*** Source records ***

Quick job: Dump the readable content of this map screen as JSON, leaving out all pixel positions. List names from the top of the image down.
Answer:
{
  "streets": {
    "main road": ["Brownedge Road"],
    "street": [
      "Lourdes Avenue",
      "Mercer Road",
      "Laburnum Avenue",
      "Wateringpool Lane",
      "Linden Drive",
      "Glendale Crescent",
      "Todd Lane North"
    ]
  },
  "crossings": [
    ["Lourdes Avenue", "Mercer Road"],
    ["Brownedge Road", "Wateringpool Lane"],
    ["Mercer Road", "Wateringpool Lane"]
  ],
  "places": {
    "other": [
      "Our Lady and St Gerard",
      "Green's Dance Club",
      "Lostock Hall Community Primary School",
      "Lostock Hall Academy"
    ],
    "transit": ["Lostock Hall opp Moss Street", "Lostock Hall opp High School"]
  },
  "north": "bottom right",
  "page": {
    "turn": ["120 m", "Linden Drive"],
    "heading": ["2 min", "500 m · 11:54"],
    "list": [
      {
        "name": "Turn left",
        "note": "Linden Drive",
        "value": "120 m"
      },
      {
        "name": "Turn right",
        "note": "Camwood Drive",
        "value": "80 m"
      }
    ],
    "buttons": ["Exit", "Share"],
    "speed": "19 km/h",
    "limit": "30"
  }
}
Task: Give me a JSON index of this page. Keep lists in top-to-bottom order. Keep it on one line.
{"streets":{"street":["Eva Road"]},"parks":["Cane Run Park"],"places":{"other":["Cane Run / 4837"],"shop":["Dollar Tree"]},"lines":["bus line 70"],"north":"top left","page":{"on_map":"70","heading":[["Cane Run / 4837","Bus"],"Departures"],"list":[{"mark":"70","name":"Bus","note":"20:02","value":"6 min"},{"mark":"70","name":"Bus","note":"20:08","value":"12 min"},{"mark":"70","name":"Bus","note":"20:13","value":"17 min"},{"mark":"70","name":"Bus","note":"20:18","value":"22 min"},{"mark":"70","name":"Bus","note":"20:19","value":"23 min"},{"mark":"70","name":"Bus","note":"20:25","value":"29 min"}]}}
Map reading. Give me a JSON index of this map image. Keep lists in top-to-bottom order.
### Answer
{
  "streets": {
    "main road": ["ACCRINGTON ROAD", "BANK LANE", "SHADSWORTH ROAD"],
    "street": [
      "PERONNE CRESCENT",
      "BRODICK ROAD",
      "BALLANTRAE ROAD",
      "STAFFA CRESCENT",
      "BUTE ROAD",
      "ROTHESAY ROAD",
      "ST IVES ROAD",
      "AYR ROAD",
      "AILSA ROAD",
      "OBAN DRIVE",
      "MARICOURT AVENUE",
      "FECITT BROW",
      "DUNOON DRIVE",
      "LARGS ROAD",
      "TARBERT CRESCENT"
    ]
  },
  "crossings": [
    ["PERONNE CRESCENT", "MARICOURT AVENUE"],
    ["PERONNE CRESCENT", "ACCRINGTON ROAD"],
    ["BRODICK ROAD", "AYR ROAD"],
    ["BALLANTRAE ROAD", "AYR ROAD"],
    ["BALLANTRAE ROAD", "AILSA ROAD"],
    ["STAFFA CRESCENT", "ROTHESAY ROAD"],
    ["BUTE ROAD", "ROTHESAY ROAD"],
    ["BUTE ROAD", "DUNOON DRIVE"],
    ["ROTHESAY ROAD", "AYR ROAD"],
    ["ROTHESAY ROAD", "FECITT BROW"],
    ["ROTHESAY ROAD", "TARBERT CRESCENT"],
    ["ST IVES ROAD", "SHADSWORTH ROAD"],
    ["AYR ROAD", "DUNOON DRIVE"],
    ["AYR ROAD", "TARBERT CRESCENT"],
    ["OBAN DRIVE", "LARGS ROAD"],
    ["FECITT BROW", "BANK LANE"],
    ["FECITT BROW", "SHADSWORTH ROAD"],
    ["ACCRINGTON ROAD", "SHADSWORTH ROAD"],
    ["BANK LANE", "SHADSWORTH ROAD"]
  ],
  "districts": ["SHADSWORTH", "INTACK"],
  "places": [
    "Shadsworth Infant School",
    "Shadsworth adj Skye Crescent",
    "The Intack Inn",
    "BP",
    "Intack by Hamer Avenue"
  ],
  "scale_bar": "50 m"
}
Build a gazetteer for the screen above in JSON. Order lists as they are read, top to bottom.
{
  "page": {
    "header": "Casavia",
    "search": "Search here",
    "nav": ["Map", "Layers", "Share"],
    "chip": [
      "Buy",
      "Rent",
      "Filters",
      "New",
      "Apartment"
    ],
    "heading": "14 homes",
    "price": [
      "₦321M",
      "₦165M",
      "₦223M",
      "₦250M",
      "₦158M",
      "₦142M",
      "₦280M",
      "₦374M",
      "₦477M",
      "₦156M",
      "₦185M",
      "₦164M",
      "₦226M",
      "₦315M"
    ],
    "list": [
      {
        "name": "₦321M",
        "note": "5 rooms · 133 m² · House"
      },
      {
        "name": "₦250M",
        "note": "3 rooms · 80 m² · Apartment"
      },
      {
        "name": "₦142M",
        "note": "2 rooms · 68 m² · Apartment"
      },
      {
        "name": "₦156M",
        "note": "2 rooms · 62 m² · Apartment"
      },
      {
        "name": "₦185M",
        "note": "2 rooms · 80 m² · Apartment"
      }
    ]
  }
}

***

### Problem to solve
Go through the entries. Report every line that contains the word "main".

### Your solution
    "main road": ["Brownedge Road"],
    "main road": ["ACCRINGTON ROAD", "BANK LANE", "SHADSWORTH ROAD"],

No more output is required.